§ **WHAT THIS TASK INVOLVES**:
Among the records below, find each line bearing the word "from" and copy it.

§ **EXTRACTED RECORDS**:
◆ ◆ ◆

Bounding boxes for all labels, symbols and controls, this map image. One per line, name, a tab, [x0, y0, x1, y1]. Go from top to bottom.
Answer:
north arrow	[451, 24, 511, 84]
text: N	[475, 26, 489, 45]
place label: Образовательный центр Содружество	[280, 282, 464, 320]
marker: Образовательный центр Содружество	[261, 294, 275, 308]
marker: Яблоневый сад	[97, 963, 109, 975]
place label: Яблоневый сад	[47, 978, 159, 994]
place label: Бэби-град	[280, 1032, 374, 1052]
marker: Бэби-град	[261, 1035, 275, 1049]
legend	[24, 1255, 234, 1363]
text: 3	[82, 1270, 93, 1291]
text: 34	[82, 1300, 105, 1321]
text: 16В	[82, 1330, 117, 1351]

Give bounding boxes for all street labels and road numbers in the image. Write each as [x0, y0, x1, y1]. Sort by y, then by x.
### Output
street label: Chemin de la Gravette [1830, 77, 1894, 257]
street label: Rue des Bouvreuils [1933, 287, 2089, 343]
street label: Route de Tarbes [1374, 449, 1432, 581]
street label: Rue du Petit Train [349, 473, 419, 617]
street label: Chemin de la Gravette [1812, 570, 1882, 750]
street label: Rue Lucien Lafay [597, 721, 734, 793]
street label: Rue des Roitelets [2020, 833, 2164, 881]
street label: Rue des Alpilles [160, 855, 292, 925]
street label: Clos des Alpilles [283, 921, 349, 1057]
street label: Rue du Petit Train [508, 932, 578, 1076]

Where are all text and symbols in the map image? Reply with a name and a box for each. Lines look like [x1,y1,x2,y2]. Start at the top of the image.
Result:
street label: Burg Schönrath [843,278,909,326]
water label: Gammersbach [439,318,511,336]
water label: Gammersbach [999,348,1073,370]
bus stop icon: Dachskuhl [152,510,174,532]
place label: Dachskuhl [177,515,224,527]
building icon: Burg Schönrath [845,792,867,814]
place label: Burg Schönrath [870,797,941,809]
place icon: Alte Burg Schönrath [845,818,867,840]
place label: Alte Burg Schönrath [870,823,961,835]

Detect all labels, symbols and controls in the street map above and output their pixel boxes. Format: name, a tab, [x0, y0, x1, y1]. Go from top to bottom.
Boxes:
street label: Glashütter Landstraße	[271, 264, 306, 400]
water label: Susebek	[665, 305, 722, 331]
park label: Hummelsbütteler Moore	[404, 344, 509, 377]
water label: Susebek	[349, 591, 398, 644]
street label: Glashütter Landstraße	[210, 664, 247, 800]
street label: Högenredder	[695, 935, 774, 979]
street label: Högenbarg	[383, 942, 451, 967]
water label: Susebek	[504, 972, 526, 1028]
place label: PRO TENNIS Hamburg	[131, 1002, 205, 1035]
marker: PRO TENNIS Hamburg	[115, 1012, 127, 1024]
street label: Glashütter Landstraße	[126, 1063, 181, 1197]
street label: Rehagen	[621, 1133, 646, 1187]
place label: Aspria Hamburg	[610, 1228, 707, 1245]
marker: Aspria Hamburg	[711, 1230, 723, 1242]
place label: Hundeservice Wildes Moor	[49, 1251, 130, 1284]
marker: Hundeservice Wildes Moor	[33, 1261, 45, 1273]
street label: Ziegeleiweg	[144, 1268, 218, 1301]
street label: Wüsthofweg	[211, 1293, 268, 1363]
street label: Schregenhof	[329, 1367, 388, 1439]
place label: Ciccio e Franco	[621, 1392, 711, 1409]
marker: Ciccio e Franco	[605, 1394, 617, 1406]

◆ ◆ ◆

§ **ANSWER FOR THIS EXERCISE**:
Bounding boxes for all labels, symbols and controls, this map image. One per line, name, a tab, [x0, y0, x1, y1]. Go from top to bottom.
Detect all labels, symbols and controls in the street map above and output their pixel boxes. Format: name, a tab, [x0, y0, x1, y1]. Go from top to bottom.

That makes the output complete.